Le jour du premier atelier avec les collégiens arrive. La leçon commence, mais laborieusement : on cherche l’attention, le regard passionné, l’intérêt immédiat et spontané de la part des élèves ; on s’étonne de n’en rien trouver. Puis on se ressaisit : le public ne rompra pas le silence de ses applaudissements à la fin du monologue ; la performance ne peut être magistrale, ces élèves-là ne le souffriraient pas. Au contraire, nous devons les inviter à partager la scène.

 

Nous prenons le parti de faire naître l’histoire et la conscience historique de l’interrogation : interrogation sur eux-mêmes, sur le monde qui leur est familier et sur le passé, méconnu et insolite ; sur le dialogue qui ne cesse d’aller et venir entre ces temporalités.

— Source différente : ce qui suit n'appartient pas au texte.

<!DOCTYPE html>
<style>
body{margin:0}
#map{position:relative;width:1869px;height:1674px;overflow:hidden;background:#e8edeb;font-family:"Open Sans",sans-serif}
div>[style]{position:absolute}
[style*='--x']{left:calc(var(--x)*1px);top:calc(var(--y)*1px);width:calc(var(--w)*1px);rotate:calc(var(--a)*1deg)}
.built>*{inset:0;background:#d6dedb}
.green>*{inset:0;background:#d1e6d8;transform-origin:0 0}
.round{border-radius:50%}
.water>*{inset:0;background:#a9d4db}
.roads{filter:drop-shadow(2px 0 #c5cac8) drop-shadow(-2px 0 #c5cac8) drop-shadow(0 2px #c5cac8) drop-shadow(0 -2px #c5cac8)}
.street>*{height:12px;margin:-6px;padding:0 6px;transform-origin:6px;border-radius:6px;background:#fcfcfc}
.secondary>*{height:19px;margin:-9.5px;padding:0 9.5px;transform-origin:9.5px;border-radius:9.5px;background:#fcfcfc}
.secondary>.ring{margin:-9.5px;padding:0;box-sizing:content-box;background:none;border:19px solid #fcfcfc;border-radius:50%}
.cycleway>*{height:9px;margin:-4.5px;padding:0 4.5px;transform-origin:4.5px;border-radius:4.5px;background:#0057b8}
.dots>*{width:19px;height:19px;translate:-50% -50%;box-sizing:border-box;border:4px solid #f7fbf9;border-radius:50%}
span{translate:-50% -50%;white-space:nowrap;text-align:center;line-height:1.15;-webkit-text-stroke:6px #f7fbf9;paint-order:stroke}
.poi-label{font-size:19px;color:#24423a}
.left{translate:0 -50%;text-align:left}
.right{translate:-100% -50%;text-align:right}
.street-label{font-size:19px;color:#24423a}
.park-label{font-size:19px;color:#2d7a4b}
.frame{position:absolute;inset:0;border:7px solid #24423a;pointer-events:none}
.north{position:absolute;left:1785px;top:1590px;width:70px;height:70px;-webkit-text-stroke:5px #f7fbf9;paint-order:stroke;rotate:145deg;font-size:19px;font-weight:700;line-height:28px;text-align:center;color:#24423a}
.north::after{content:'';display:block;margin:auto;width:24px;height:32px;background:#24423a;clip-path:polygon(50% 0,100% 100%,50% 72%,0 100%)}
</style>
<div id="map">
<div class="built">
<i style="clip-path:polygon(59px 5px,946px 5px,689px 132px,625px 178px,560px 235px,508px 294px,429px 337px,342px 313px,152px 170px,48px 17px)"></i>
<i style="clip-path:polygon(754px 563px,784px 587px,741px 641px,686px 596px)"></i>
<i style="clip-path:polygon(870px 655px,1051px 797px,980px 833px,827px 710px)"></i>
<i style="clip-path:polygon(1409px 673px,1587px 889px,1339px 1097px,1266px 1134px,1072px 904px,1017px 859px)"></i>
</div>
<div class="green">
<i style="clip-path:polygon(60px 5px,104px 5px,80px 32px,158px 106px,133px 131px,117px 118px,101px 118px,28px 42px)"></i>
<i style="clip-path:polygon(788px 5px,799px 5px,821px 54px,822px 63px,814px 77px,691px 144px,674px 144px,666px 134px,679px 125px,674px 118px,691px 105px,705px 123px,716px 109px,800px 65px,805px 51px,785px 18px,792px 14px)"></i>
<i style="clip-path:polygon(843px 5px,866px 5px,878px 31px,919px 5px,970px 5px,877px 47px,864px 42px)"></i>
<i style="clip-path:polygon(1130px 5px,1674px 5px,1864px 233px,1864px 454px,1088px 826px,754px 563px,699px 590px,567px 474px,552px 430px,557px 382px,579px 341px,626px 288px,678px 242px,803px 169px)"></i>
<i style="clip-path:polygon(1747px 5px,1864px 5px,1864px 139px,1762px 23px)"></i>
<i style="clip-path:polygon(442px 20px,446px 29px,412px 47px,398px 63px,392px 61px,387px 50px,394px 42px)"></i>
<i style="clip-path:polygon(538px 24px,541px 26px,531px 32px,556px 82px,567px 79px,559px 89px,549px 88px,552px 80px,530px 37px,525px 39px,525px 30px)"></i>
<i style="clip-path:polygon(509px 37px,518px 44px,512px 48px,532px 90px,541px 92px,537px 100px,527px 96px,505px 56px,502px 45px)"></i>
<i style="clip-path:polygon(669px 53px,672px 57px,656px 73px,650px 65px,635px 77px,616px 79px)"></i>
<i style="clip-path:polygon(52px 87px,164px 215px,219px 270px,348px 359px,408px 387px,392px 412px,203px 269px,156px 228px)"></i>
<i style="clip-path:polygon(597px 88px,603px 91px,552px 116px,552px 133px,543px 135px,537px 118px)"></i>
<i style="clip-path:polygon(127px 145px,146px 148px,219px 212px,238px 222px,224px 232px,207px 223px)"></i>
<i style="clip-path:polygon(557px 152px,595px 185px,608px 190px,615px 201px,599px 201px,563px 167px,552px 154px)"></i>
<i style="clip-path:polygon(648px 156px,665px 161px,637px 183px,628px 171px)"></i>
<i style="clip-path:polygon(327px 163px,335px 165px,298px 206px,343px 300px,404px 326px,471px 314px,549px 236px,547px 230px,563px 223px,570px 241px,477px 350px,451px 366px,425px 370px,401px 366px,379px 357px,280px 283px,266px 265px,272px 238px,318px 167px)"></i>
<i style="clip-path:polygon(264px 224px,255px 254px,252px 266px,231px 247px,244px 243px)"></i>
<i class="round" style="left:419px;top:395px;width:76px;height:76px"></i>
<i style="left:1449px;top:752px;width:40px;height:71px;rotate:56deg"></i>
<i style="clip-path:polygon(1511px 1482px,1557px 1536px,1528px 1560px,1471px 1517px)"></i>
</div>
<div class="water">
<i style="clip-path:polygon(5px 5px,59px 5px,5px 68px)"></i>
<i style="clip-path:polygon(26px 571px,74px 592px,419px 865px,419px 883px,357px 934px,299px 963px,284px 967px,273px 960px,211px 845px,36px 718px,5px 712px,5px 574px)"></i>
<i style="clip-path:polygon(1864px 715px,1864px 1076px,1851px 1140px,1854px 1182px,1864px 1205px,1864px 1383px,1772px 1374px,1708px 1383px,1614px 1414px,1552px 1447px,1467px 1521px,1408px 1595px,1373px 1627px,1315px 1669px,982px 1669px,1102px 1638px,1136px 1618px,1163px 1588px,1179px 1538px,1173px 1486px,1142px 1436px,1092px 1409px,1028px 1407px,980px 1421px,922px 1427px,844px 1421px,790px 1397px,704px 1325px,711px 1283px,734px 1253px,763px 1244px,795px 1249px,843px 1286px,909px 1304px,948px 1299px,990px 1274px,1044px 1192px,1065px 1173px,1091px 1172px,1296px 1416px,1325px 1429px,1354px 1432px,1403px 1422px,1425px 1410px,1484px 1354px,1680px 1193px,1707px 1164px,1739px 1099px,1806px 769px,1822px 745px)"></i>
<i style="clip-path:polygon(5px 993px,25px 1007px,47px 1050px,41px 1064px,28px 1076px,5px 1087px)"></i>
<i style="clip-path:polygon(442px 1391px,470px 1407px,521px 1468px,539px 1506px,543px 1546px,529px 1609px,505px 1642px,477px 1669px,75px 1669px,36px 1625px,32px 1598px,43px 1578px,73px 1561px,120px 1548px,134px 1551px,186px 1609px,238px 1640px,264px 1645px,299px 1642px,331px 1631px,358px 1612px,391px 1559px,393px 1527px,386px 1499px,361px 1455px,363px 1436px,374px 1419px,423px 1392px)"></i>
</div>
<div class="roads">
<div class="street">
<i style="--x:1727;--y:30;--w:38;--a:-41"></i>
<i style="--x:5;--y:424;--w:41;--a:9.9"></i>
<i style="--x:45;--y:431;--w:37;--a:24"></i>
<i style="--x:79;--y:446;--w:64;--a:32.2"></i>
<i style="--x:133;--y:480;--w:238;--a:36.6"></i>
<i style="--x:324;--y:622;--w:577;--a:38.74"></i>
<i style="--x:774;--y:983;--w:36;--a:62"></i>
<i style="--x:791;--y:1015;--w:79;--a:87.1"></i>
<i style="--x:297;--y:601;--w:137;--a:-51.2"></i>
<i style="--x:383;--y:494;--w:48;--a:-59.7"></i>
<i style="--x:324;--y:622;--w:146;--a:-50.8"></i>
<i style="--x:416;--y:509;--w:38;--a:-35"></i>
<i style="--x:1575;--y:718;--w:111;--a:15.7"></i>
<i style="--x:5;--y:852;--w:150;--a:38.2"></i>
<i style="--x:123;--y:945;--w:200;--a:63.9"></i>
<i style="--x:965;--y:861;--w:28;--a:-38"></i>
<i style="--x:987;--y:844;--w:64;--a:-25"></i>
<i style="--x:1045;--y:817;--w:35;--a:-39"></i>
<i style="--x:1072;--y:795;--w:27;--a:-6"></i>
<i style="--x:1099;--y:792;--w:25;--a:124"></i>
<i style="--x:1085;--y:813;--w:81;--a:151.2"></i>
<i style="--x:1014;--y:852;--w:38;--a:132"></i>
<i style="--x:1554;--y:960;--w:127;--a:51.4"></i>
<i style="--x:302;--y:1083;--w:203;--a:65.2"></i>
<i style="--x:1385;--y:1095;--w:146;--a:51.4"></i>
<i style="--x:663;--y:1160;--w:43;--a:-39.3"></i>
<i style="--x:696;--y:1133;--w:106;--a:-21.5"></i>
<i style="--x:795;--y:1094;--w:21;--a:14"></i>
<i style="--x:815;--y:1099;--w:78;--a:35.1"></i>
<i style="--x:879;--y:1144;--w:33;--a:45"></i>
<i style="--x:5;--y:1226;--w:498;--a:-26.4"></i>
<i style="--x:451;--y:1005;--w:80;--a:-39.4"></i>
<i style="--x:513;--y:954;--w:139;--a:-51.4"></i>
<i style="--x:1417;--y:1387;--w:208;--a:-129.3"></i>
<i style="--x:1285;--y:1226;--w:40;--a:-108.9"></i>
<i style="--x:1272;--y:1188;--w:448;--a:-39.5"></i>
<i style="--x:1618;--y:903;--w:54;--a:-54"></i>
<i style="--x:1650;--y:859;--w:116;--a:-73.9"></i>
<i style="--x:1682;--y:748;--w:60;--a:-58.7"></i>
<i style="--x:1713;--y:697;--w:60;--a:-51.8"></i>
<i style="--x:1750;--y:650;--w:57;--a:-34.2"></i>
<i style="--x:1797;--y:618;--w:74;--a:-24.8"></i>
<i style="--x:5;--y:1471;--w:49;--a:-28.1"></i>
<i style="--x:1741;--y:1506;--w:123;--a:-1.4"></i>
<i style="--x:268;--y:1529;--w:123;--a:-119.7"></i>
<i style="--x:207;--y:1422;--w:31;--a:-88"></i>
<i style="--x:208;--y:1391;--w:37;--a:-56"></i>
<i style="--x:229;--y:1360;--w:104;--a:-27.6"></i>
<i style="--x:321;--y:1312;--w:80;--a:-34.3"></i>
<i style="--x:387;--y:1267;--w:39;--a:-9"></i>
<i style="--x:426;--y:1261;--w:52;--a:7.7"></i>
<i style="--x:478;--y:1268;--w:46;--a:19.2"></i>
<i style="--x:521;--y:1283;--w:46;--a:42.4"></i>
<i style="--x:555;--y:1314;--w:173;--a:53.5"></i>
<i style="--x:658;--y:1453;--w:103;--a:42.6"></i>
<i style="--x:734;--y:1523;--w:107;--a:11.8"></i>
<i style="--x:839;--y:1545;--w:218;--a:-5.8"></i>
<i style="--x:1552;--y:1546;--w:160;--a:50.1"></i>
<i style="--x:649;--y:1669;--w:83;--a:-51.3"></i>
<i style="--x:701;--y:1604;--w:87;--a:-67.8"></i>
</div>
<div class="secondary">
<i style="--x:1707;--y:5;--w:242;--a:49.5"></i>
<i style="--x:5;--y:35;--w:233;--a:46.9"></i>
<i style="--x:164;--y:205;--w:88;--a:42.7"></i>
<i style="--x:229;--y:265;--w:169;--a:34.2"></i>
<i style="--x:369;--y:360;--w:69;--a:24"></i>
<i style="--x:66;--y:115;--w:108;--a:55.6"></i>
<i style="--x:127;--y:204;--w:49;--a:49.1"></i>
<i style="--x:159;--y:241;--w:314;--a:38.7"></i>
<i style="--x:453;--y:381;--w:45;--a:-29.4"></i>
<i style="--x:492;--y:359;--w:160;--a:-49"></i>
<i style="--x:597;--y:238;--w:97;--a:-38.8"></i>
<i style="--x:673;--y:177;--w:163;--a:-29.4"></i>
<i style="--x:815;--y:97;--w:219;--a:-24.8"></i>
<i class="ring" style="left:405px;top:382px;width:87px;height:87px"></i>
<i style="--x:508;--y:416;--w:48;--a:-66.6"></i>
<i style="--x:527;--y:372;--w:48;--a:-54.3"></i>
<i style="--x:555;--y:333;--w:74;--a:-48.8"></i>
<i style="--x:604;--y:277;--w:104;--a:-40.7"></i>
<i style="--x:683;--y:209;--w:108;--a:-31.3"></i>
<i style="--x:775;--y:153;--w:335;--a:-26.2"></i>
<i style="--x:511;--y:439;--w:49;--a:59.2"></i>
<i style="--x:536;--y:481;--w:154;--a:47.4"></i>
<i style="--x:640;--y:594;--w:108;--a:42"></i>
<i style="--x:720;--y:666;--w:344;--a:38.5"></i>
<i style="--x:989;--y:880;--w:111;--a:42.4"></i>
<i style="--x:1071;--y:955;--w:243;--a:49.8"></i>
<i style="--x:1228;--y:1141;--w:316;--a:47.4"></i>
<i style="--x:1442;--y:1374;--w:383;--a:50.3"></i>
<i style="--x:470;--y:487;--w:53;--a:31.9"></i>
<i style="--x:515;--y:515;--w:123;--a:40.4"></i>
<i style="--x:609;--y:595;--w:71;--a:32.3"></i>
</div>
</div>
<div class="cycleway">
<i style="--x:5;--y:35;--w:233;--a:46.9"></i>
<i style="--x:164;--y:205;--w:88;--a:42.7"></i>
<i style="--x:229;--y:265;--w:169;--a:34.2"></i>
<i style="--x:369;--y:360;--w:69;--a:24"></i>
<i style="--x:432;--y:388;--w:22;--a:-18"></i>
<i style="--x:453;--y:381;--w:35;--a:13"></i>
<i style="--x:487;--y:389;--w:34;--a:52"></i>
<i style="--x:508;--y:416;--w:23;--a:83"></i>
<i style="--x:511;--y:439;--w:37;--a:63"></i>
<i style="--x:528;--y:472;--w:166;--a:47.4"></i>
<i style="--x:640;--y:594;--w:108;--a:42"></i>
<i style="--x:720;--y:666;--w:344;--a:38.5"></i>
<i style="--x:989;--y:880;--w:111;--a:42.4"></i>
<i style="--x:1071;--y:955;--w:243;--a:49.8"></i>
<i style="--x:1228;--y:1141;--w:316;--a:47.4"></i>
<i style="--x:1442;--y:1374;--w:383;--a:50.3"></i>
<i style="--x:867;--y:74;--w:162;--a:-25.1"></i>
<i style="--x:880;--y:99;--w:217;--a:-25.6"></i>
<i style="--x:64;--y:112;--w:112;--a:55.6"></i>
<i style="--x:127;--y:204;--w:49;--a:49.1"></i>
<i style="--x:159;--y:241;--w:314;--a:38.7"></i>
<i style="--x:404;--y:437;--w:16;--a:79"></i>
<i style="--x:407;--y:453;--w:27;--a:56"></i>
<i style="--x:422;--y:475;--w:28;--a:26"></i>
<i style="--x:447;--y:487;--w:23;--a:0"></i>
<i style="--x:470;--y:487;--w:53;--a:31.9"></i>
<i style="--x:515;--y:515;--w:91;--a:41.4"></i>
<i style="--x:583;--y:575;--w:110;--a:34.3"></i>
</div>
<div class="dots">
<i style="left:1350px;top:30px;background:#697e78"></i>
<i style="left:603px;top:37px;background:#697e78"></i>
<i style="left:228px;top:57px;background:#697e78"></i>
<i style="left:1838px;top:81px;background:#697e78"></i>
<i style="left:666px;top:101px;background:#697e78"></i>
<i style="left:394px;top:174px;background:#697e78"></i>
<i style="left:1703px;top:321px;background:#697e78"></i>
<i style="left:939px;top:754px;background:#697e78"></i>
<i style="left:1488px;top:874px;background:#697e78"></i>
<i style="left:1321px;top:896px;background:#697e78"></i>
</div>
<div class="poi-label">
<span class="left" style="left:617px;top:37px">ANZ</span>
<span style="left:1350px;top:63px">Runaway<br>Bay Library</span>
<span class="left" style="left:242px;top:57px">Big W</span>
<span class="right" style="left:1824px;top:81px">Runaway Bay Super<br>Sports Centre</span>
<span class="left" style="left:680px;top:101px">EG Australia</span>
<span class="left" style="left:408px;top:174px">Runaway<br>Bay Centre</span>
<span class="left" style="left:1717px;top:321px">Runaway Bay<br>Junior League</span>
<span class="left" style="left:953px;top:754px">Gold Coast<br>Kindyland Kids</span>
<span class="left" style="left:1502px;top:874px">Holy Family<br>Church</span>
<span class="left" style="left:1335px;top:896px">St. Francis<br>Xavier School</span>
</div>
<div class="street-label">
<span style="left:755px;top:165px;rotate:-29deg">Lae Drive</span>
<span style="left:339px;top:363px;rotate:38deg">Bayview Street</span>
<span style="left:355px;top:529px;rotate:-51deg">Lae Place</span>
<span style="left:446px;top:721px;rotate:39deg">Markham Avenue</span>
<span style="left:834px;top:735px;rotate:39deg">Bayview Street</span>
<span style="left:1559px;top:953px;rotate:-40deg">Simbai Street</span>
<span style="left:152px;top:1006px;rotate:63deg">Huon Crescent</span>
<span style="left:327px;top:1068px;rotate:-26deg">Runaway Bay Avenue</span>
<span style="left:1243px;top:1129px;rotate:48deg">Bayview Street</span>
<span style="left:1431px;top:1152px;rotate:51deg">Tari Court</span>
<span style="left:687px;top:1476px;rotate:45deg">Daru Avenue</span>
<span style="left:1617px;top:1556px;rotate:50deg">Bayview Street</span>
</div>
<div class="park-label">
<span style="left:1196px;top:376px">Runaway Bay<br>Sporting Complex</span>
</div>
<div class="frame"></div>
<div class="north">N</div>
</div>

Nous les encourageons à nous transmettre les connaissances qui sont les leurs. Nous faisons le choix de rendre nos élèves acteurs de l’histoire que nous évoquons. Acteurs de la réflexion dans un premier temps, se posant des questions sur ce qu’ils observent, ce qu’ils entendent, tentant d’apporter des réponses. Tout à fait acteurs, dans un second temps, car nous décidons de mettre l’histoire en scène, et de leur faire jouer la cérémonie du toucher des écrouelles par le roi de France : un narrateur, un évêque, un roi de France, des scrofuleux, une salle de classe qui tient momentanément lieu du parvis de la cathédrale de Reims... Les élèves se prennent au jeu, l’histoire est contée. On espère qu’elle sera mémorable.

 

 

La seconde séance est plus compliquée à construire ; le temps manque à sa préparation. Nous nous attachons cette fois-ci à une activité centrale : la réalisation d'une carte de Paris de 4m2 par les élèves. Ils complètent et enrichissent un plan sommaire de l'île de la Cité et des deux rives. Une représentation cartographique du XVIe siècle (ci-dessus), quelques descriptions hugoliennes et nos encouragements les accompagnent dans cette entreprise de reconstitution.

 

Les lieux importants de la ville médiévale (les artères que sont les rues Saint-Martin et Saint-Denis, les Innocents, Notre-Dame, la palais de la Cité) sont identifiés, localisés. Leurs vestiges, leur héritage ou leur souvenir se concrétisent également sous leurs yeux : voyez cette photographie de la Sainte-Chapelle ! elle se dresse encore, au cœur de la Cité.

 

 

Que dire de la réaction des élèves ? Certains participèrent avec entrain ; d’autres non. Il faut reconnaître que nous n’avons jamais réussi à les captiver tous, à impliquer chacun d’eux comme son voisin, au nom du groupe. Nous avons saisi quelque chose de la curiosité et du dynamisme de tel élève, à tel moment, pour un court instant. La réussite est bien là, quoique partielle, modeste et isolée. Nous nous en contentons. Nous sommes heureuses d’avoir mené un tel projet intellectuel et pédagogique, au cours duquel nous avons davantage appris qu’enseigné. Sa réussite fut toutefois conditionnée par la rapidité des échéances ; une telle entreprise mériterait d’être menée sur un plus long terme, et réactivée à l’avenir.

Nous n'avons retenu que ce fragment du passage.